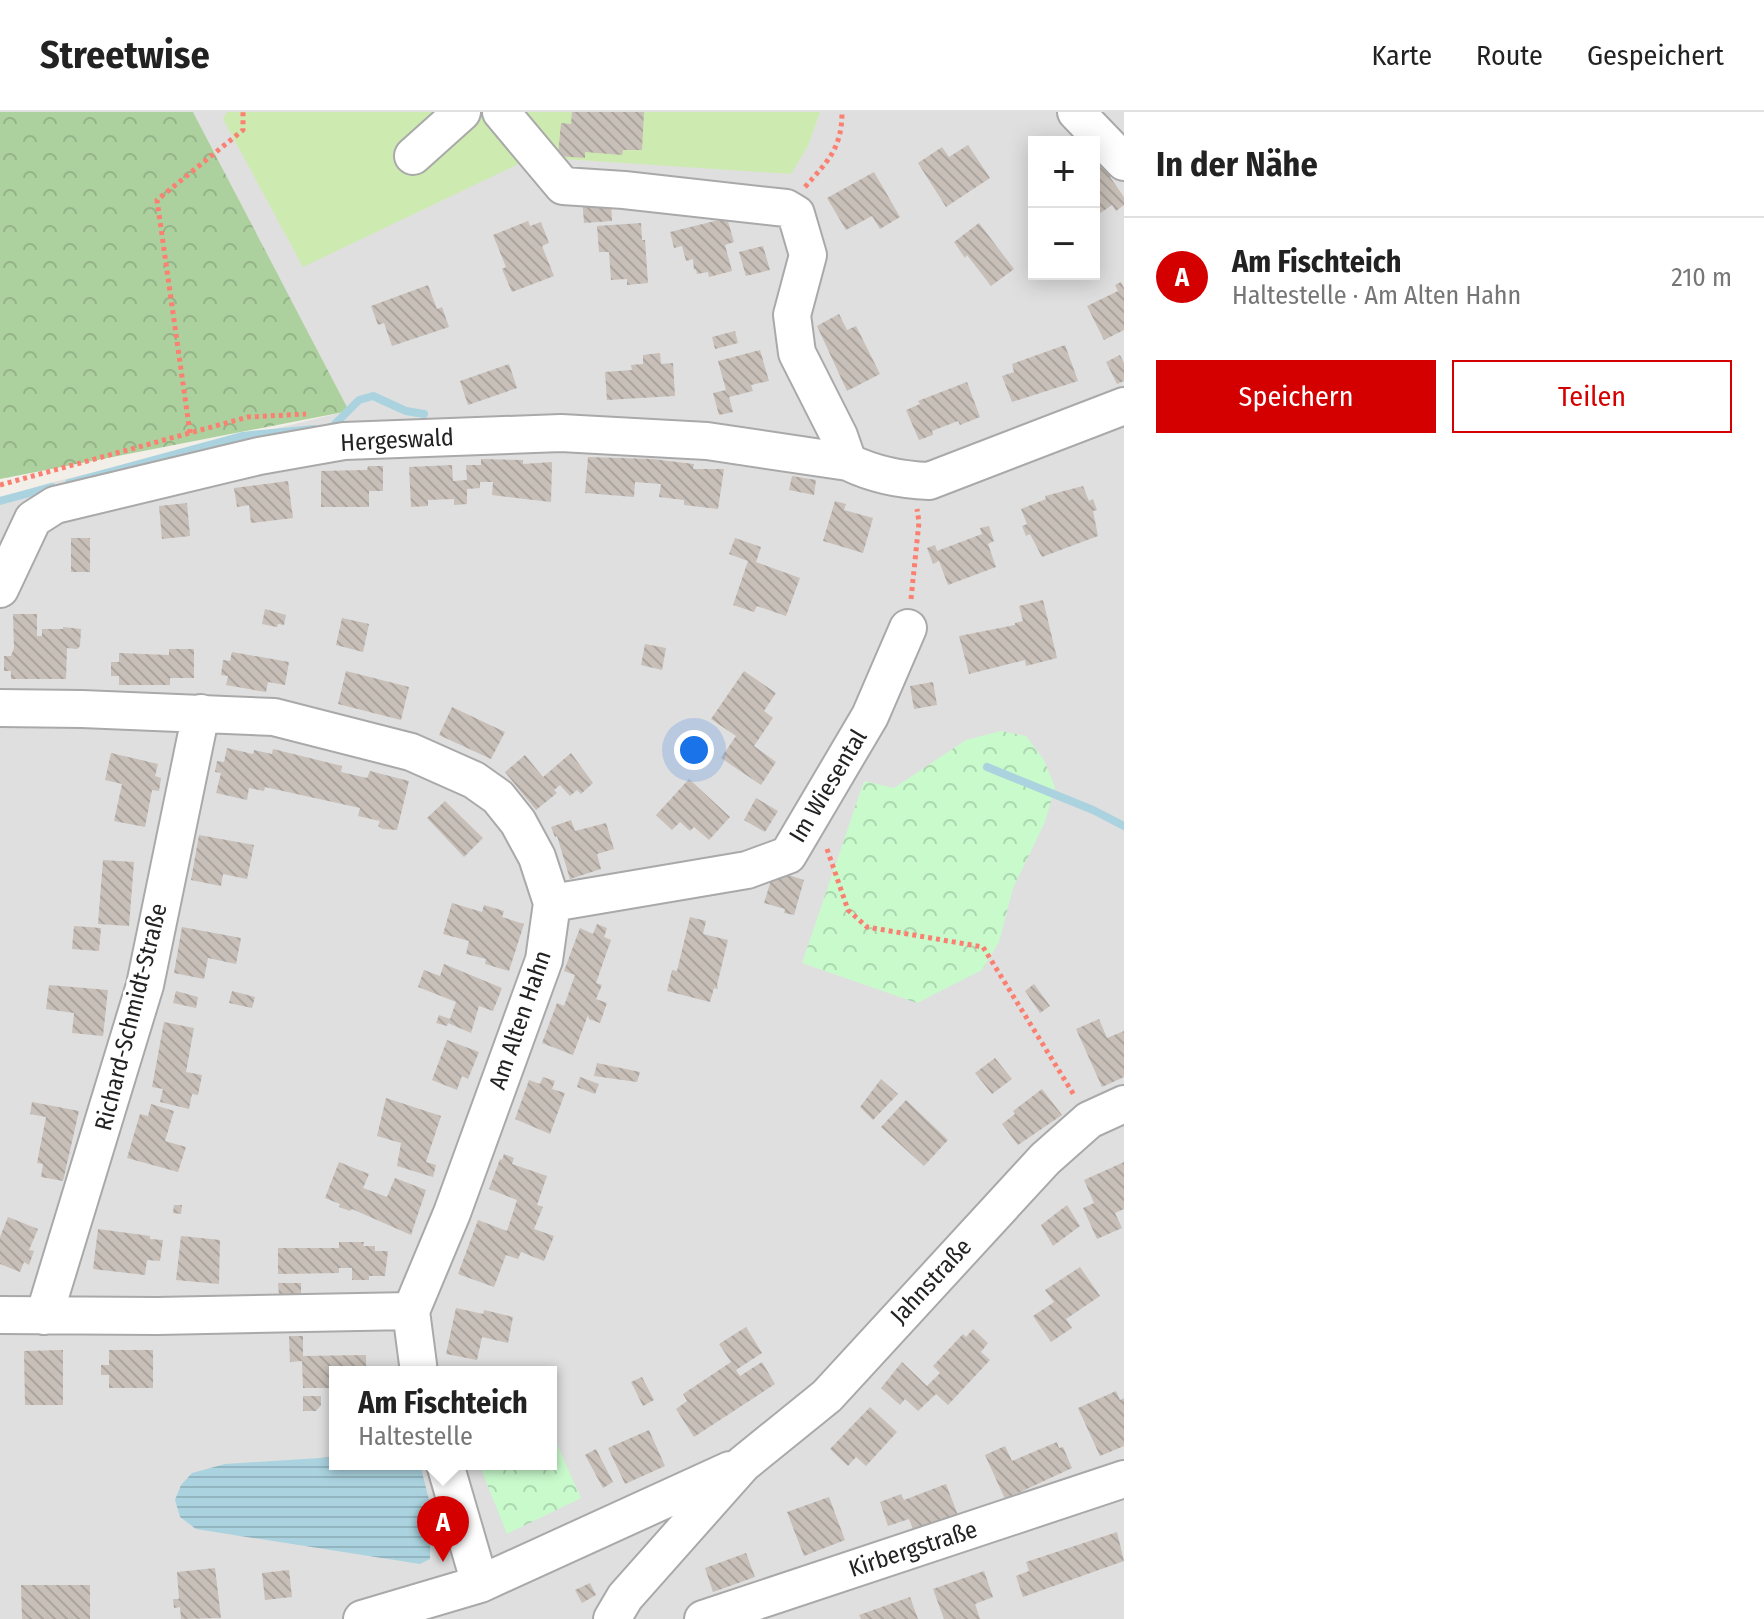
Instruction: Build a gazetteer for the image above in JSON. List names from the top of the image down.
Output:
{
  "streets": {
    "street": [
      "Hergeswald",
      "Im Wiesental",
      "Richard-Schmidt-Straße",
      "Am Alten Hahn",
      "Jahnstraße",
      "Kirbergstraße"
    ]
  },
  "crossings": [
    ["Im Wiesental", "Am Alten Hahn"],
    ["Richard-Schmidt-Straße", "Am Alten Hahn"]
  ],
  "page": {
    "header": "Streetwise",
    "nav": ["Karte", "Route", "Gespeichert"],
    "heading": "In der Nähe",
    "map_buttons": ["+", "−"],
    "list": [
      {
        "mark": "A",
        "name": "Am Fischteich",
        "note": "Haltestelle · Am Alten Hahn",
        "value": "210 m"
      }
    ],
    "buttons": ["Speichern", "Teilen"],
    "popup": ["Am Fischteich", "Haltestelle"],
    "pins": "A"
  }
}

-=-=-

- _Assignment_
Where does the word "Schmidt" appear in the material above? Copy every line that holds it.

- _Final answer_
      "Richard-Schmidt-Straße",
    ["Richard-Schmidt-Straße", "Am Alten Hahn"]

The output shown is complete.